Jimmy McGovern had always been a secret writer, attempting short stories and, he confessed “novels that never got past page six”. But it was not until he joined the writers’ workshop that he had his first piece of work published. This was a short story called The Day of the Rat, which appeared in a magazine produced by the Liverpool group.

It was also through the Scottie Road group that Jimmy McGovern - who was working as a warehouseman at the time - became interested in the theatre and decided to go back into formal education.

“The best thing the workshop did for me was that I met other working-class people like myself who were involved in further education,” he says. “I’d left school at 16 and thought that the door was forever shut, and then I heard about mature student grants.”

With the help of these grants, he trained as a teacher.
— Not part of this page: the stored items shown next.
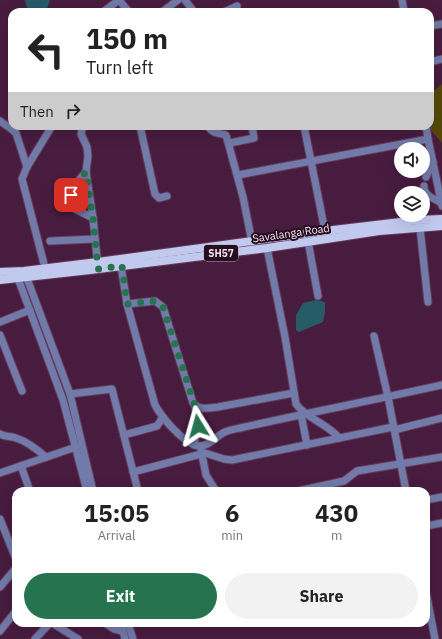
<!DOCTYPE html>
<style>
:root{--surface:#fff;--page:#f2f2f2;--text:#222;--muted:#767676;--accent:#25744f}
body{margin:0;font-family:"IBM Plex Sans",sans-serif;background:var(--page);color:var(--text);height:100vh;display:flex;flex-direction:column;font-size:15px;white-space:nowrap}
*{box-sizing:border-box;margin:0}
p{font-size:13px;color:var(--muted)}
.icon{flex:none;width:22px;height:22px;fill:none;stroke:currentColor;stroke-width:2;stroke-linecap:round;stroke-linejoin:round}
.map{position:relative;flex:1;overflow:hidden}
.sheet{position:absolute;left:12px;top:487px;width:418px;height:140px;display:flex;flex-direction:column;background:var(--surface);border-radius:12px;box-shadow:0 4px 16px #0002}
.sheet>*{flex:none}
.guide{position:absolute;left:8px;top:8px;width:426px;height:122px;border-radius:12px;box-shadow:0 4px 16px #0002;background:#fff;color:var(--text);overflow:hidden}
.controls{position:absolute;left:394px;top:142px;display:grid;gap:8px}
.controls a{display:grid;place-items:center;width:36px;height:36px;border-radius:50%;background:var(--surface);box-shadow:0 4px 16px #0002;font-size:20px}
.pin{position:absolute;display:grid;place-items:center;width:34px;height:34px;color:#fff;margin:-17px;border-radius:8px;box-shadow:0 2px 6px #0006}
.me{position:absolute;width:44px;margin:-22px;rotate:352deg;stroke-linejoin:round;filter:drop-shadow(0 0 3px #0008)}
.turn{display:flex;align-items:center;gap:14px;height:84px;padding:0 12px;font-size:18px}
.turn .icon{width:52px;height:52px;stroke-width:2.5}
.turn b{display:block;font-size:28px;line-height:34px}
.then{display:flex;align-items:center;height:38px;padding:0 12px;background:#0003;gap:8px;font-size:15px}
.eta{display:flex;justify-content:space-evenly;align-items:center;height:68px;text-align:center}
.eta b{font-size:24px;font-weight:700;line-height:28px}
.button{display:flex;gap:8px;margin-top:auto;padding:8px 12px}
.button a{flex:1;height:46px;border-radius:24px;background:var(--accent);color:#fff;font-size:16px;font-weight:700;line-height:46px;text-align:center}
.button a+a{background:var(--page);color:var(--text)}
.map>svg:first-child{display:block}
</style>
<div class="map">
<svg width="442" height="639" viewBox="0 0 442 639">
<rect width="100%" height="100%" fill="#481c3f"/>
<path fill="#55480a" d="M442 84V143L427 126H430V94Z"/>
<g fill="#265b67">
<path d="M25 0H50L46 12H28Z"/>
<path d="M316 300 325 302V312L323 322 299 332 296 330V315L303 303Z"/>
</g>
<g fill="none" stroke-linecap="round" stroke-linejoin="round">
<defs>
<g id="minor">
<path d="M119 0 129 12"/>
<path d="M185 0 194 12"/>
<path d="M402 0 404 12"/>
<path d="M103 12 119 0"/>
<path d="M162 12 178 0"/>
<path d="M224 12 237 6"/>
<path d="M430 26 442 24"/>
<path d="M430 62 442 59"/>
<path d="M0 121 10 128 16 133 27 167"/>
<path d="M83 126 81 134 87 147 88 156 86 172 93 218 98 267"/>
<path d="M140 126 155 194 159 198 167 196"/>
<path d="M208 126C212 134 219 133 226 135L243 197 252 242"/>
<path d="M304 126 326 236"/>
<path d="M426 126 428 139"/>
<path d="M230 143 254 138 252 126"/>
<path d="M238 175 428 139 442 206"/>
<path d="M426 177 433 162"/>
<path d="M424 186C423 195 434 199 442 203"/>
<path d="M71 195 79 180 86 172"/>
<path d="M75 209 93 218"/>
<path d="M420 228 428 302"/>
<path d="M50 241 95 239"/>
<path d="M308 241 318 296"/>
<path d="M267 248 285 337 296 404C307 419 328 424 339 438"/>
<path d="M121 266 127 304 155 405C162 418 184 444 199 446 210 446 216 436 225 432 229 430 235 429 240 428 307 413 375 400 442 385"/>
<path d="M45 268 22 179 27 167 52 126"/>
<path d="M16 273 63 400 87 491"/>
<path d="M25 273 70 394 93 491"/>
<path d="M127 304 155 301 163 307 193 403C200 411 209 408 218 407L294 393"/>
<path d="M0 322 30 310"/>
<path d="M0 335 22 391"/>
<path d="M374 336 388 397 406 491"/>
<path d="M70 394 112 389 138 491"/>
<path d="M301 414 307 445"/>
<path d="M394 430 442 418"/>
<path d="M0 434C5 437 10 436 16 438 28 442 36 449 46 457"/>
<path d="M124 435 157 426 163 417"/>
<path d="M194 445 198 426 195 406"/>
<path d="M201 450 206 475 216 491"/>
<path d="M21 466 30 491"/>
<path d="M133 472 205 453 224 459 232 460 393 427"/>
<path d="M0 473 76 447"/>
<path d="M298 491 344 481 357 471 442 457"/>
<path d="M426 500 442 497"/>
<path d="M0 519 16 559"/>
<path d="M426 526 442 523"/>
<path d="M0 587 16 568"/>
<path d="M426 592 435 639"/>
<path d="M52 623 78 639"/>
<path d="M105 623 114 629 122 631"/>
<path d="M121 623 125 639"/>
<path d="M128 623 133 639"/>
<path d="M0 631 16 611"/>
<path d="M35 639 50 623"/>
</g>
<g id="major">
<path d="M0 272 24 271 98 262 325 231 418 220 442 219"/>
<path d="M0 280 90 270 267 248 379 231 442 226"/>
</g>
</defs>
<use href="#minor" stroke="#653b5c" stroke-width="9"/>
<use href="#major" stroke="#653b5c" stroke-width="10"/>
<use href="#minor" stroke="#717aa8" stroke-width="7"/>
<use href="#major" stroke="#c1c9ef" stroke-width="8"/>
</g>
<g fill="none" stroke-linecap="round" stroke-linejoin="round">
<path stroke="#25744f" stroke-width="7" stroke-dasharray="0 12.6" d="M71 195 79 180 86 172 93 218 98 269 122 266 127 304 155 301 163 307 195 406 198 426"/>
</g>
<g text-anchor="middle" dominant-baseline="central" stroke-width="4" stroke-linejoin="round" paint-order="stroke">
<rect fill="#230f1e" stroke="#baa0b3" stroke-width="1" x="204" y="245" width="34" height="16" rx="3"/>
<g font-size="10" font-weight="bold" fill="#fbdef3">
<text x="221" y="253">SH57</text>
</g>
<g font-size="11" fill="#fbdef3" stroke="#230f1e">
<text transform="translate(291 233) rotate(-8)">Savalanga Road</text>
</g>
</g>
</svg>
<div class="controls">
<a><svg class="icon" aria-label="sound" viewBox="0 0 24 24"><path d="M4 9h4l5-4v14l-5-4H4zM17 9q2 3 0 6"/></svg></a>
<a><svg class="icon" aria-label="layers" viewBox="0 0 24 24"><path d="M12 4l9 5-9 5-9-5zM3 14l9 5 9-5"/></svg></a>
</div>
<div class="pin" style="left:71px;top:195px;background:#d93025"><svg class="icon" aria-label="arrive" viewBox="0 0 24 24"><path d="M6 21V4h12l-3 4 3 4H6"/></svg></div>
<svg class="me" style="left:198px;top:426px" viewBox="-20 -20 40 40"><path d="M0-17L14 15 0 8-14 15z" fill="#25744f" stroke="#fff" stroke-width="4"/></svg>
<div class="guide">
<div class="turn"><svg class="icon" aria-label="left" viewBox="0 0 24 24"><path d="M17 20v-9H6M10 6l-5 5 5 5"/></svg><div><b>150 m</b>Turn left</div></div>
<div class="then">Then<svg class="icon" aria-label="right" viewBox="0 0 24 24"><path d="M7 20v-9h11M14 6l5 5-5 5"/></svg></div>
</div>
<section class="sheet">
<div class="eta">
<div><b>15:05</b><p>Arrival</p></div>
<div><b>6</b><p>min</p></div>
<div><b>430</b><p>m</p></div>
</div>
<div class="button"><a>Exit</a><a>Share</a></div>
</section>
</div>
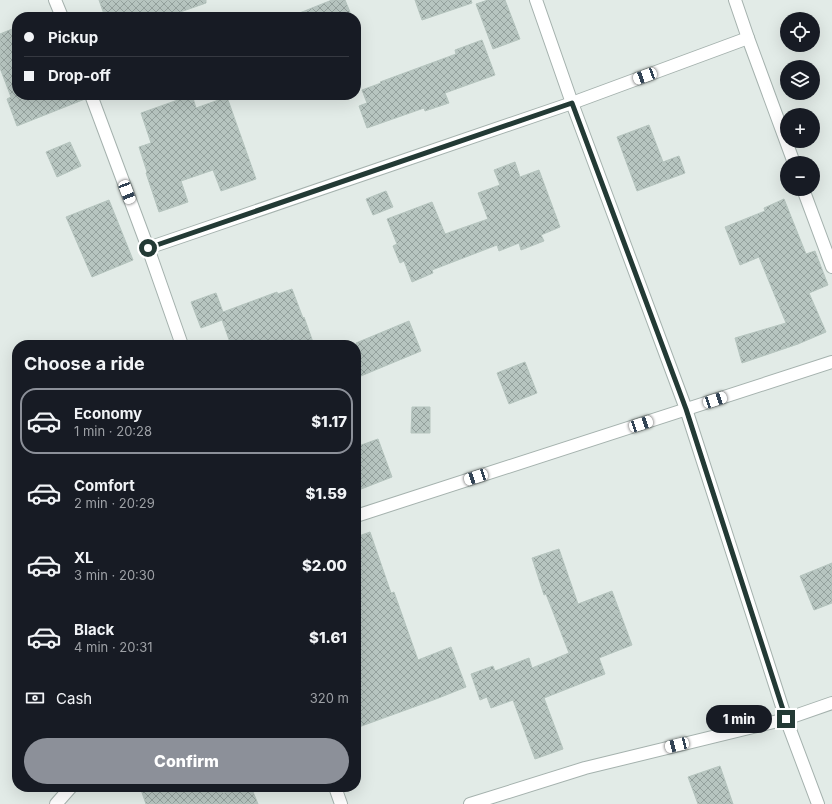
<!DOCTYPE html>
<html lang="en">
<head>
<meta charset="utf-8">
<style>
  :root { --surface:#171b24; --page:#20242c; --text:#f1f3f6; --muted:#9ea1a6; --line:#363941; --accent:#8c9099 }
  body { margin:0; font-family:Inter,sans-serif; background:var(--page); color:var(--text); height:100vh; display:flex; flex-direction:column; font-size:15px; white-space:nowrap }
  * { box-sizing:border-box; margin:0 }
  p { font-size:13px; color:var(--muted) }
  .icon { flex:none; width:22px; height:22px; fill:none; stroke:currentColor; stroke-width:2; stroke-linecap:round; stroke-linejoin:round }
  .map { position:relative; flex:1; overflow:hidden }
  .details { position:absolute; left:12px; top:340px; width:349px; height:452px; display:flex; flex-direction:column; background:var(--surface); border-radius:16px; box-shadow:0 4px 16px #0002 }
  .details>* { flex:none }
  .guide { position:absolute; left:12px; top:12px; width:349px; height:88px; border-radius:16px; box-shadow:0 4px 16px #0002; display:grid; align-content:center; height:88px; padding:0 12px; background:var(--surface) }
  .controls { position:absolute; left:780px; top:12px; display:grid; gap:8px }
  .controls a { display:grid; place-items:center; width:40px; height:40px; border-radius:50%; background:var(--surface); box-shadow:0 4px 16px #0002; font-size:20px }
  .end { position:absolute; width:18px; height:18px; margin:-9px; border:5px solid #233a35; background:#fff; box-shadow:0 0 0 2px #fff }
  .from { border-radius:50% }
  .bubble { position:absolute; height:28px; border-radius:14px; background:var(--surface); box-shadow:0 4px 16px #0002; font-size:13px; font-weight:800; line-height:28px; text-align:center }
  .car { position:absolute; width:12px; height:24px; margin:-12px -6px; border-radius:5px; box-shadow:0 0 3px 1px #0007; background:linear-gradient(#fff 24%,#345 0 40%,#fff 0 76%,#345 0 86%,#fff 0) }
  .guide b { display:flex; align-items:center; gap:14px; height:38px; font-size:15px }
  .guide b+b { border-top:1px solid var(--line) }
  .guide i { width:10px; height:10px; background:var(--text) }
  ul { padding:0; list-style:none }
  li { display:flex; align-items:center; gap:12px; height:66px; margin:0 8px 6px; padding:0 4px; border:2px solid transparent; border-radius:16px }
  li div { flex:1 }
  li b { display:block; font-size:15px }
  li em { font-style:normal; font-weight:800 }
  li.active { border-color:var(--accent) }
  li>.icon { width:36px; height:36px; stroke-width:1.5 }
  h2 { padding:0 12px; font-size:18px; line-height:48px }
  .pay { display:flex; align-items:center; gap:10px; height:44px; padding:0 12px; font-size:15px }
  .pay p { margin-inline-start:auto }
  .action { display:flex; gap:8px; margin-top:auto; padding:8px 12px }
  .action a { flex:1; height:46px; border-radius:24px; background:var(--accent); color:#fff; font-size:16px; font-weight:800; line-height:46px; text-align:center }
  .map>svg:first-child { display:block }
  .building { fill:url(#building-cross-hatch); stroke:#b5c4be }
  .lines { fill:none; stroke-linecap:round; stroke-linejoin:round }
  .lane-casing { stroke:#a5b2ae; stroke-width:14 }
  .street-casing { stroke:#a5b2ae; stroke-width:14 }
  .lane { stroke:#fff; stroke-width:12 }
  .street { stroke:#fff; stroke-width:12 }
  .route { stroke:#233a35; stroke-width:5 }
</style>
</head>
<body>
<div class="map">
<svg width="832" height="804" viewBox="0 0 832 804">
  <defs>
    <pattern id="building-cross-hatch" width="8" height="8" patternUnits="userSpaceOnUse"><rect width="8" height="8" fill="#b7c5c0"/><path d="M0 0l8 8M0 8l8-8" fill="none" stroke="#94a19d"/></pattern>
  </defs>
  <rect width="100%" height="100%" fill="#e2ebe7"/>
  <g class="building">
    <path d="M99,0H206V3L166,17H105Z"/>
    <path d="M332,0H345L352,17H292V16Z"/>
    <path d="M415,0H471L472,3L422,20Z"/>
    <path d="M488,0H505L520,39L493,49L476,4Z"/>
    <path d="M17,27V95H84L85,99L17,126L7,99L11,97L0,68V34Z"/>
    <path d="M482,40L495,75L445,93L449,103L425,111L424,108L367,128L359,106L367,103L362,90L381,83L380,82L456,54L455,50Z"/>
    <path d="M192,95L196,108L227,97L256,179L221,191L213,170L181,181L188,202L159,212L146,173L147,172L139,147L151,143L141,113Z"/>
    <path d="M649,125L663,162L679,156L685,173L637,191L617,137Z"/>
    <path d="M70,142L81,166L57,177L46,152Z"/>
    <path d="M515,162L520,177L539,170L560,227L541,235L544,241L521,250L519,243L499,251L497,245L432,270L433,273L412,282L404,261L400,263L393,246L397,244L387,219L432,202L445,234L488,219L478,193L500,185L494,170Z"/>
    <path d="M386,191L393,207L373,215L366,199Z"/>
    <path d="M784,199L806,254L815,251L828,285L809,293L826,332L798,344L742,363L735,338L786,323L759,257L740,265L725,227L765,211L764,208Z"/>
    <path d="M109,200L133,260L92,277L66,217Z"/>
    <path d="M292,289L303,318L304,317L314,345H231L222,320L201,328L191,302L216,293L223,312L277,292L278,294Z"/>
    <path d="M409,321L421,351L356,378V343Z"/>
    <path d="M525,362L537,393L509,404L497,373Z"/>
    <path d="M412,407H430V433H411Z"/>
    <path d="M378,439L392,477L356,491V447Z"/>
    <path d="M370,532L391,593L394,592L418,660L451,647L466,687L436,699L356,728V537Z"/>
    <path d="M559,549L578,604L612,591L632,645L599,658L605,674L544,698L563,749L535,759L513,700L491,708L487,697L480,700L471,674L493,666L495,671L529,658L532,668L569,653L546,594L544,595L532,558Z"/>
    <path d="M832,563V603L814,610L800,576Z"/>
    <path d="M720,766L733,804H698L688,777Z"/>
    <path d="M140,787H219L223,793L238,787H251L258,804H146Z"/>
  </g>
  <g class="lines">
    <g class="lane-casing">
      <path id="lane" d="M56,804L71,787"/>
    </g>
    <g class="street-casing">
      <g id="street">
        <path d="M55,0L62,17"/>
        <path d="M536,0L572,103L686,409L786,719L818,804"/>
        <path d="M735,0L748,38L794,163"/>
        <path d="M91,95L148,248L182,345"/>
        <path d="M803,189L832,267"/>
        <path d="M148,248L572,103L748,38"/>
        <path d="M356,516L832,362"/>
        <path d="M335,787L341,804"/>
        <path d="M470,804L585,768L786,719L832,703"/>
      </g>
    </g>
    <use href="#lane" class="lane"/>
    <use href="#street" class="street"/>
  </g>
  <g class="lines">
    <path class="route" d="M148,248L572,103L686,409L786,719"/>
  </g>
</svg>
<div class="controls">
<a><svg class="icon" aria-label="locate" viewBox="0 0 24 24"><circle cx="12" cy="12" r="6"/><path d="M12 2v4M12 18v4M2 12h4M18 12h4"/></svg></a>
<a><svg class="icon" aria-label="layers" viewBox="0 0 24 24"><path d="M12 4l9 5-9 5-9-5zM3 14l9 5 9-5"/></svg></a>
<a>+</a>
<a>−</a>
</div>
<i class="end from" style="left:148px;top:248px"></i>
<i class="end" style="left:786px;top:719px"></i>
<div class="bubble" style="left:706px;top:705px;width:66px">1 min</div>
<i class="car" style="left:645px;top:76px;rotate:250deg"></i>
<i class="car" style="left:127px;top:192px;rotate:159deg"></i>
<i class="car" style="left:715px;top:400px;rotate:72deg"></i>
<i class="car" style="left:641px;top:424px;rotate:72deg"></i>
<i class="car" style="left:476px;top:477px;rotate:252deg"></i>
<i class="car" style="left:677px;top:745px;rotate:256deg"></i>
<div class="guide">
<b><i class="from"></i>Pickup</b>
<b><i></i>Drop-off</b>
</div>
<section class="details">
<h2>Choose a ride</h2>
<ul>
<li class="active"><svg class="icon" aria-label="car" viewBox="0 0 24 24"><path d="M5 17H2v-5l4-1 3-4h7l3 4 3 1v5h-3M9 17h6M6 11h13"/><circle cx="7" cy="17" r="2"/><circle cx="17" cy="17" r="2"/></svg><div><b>Economy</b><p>1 min · 20:28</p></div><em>$1.17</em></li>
<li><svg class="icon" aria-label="car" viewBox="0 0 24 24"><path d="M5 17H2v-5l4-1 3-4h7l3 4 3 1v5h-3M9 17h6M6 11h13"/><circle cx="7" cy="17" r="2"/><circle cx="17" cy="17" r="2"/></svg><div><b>Comfort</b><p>2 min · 20:29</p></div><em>$1.59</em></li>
<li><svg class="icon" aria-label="car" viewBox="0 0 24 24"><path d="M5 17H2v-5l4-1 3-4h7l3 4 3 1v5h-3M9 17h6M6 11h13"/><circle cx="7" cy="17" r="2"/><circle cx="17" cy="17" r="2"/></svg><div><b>XL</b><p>3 min · 20:30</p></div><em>$2.00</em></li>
<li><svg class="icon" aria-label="car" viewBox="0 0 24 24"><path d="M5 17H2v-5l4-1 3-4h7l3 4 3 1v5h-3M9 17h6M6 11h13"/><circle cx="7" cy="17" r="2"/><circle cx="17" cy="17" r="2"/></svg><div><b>Black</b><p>4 min · 20:31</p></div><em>$1.61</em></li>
</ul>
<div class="pay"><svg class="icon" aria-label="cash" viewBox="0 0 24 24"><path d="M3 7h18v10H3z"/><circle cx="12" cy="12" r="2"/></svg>Cash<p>320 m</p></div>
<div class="action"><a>Confirm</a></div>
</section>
</div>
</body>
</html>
He then worked as a drama teacher and continued with his own writing.

He eventually became a writer for Brookside, writing about 80 episodes for the Channel 4 soap.

Later in his writing career he drew on his teaching experiences when he wrote Hearts and Minds, a serial screened by Channel 4 in February.

As part of his research for the piece, which painted an overwhelmingly pessimistic picture of school life, he returned to the classroom to teach.

The piece reflected the views of the working-class lad made good, aware of what he calls the raw deal that working-class children were dealt by life in general and teachers in particular.

And now with characteristic frankness Jimmy McGovern, who is still involved in some of the Merseyside writers’ workshops, castigates the “political correctness” of those who run the community writing and publishing movement.

“If we are working-class people describing working-class lives, then a lot of what we say will not be PC and I put authenticity and integrity above being politically correct.”

But in spite of his criticisms he acknowledges his debt to the movement without which, he says, Cracker would not have happened.